L’avent, sa féérie…et ses crèches de Noël ! La France est laïque (1), c’est un poncif. À ce titre, l’expression d’une appartenance à une religion est encadrée, tant dans la sphère professionnelle que dans l’espace public. Dans le sillage de la loi de 1905, l’installation d’emblèmes religieux dans les cercles publics et privés doit être conciliée avec le principe de neutralité. Plus de cent ans après ce texte, alors que les préparatifs des festivités de la nativité vont bon train, sous quelle étoile (juridique) le petit Jésus peut-il se placer à l’aube de 2023 ?


Maître Thomas Manhès ©DR

En entreprise : suivre l’Étoile du Berger

Rédigé par l’employeur, le règlement intérieur donne la mesure en matière de neutralité dans l’entreprise. Pour mémoire, sa mise en place est obligatoire dans les entreprises (ou établissements) employant cinquante salarié·e·s et plus. Il est facultatif – mais recommandé – dans les autres cas. Ce document fixe les obligations en matière de santé, de sécurité, de discipline…mais pas seulement.
Ainsi, le Code du travail précise entre autres que « le règlement intérieur peut contenir des dispositions inscrivant le principe de neutralité et restreignant la manifestation des convictions des salariés si ces restrictions sont justifiées par l’exercice d’autres libertés et droits fondamentaux ou par les nécessités du bon fonctionnement de l’entreprise et si elles sont proportionnées au but recherché »(2).
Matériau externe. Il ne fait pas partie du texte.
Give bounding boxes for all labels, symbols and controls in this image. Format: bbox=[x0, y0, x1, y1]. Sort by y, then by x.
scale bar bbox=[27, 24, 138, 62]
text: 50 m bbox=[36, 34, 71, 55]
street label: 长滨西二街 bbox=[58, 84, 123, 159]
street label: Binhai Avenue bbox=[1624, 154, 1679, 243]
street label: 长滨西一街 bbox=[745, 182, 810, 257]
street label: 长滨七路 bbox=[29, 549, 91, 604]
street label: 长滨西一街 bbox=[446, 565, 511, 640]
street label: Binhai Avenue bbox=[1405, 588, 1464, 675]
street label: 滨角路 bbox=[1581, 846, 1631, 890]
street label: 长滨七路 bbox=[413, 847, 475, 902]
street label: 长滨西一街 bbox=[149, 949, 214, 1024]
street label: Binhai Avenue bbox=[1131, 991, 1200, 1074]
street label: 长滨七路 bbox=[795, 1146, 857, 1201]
Les convictions des salarié·e·s peuvent donc être restreintes si cela autorise l’exercice d’autres droits et libertés (à l’instar de la liberté de conscience) ou à raison du bon fonctionnement de l’entreprise (3). Dans l’absolu et par une rédaction fine du règlement intérieur, l’employeur peut en conséquence organiser un espace professionnel absolument neutre et proscrire explicitement la mise en œuvre annuelle d’une crèche de Noël (en même temps que tout autre signe ou emblème, d’ailleurs (4)). À l’inverse, et de manière plus commune, il peut également expressément autoriser ce type d’installation temporaire afin d’anticiper d’éventuels débats internes à ce sujet. Seule ligne rouge : l’intention ne doit pas être prosélyte.

Les autres symboles festifs – sapin, éclairages, décorations – sont admis sans condition, hors nécessité du bon fonctionnement de l’entreprise, notamment tiré de l’hygiène et/ou la sécurité.
Pour autant, le Code du travail ajoute que « Nul ne peut apporter aux droits des personnes et aux libertés individuelles et collectives de restrictions qui ne seraient pas justifiées par la nature de la tâche à accomplir ni proportionnées au but recherché (5) ». Dans ce cadre, il n’est pas possible de contraindre individuellement un·e salarié·e à participer activement aux opérations de décoration ou de célébration des festivités de Noël.
Autrement dit, sa mise en retrait de ces installations et festivités ne peut pas être sanctionnée (6); plus légèrement : ne forcez pas à la messe sans foi !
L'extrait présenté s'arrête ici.